→ WORK INSTRUCTION: Each line of the listing, apart from the pictures, is to be printed exactly.
Top of EXERCISE DATA
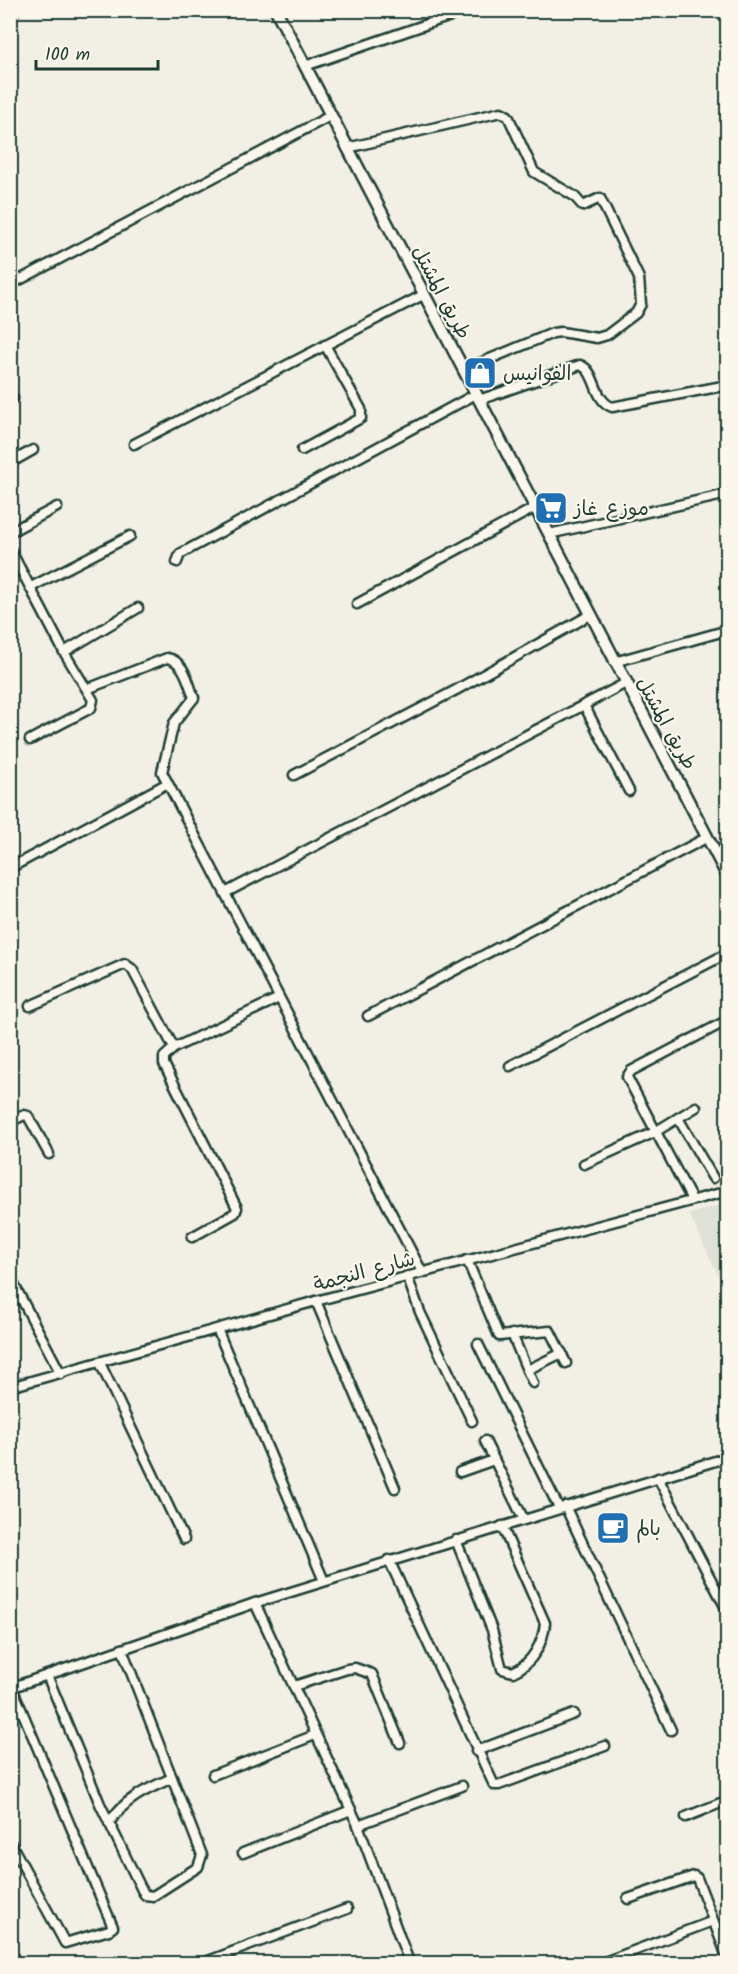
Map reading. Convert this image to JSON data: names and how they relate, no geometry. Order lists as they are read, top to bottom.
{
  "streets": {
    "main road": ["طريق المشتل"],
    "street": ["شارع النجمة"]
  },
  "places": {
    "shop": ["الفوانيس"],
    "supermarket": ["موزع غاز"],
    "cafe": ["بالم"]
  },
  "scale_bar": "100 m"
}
Bottom of EXERCISE DATA
→ SOLUTION TO THIS TASK:
Map reading. Convert this image to JSON data: names and how they relate, no geometry. Order lists as they are read, top to bottom.
{
  "streets": {
    "main road": ["طريق المشتل"],
    "street": ["شارع النجمة"]
  },
  "places": {
    "shop": ["الفوانيس"],
    "supermarket": ["موزع غاز"],
    "cafe": ["بالم"]
  },
  "scale_bar": "100 m"
}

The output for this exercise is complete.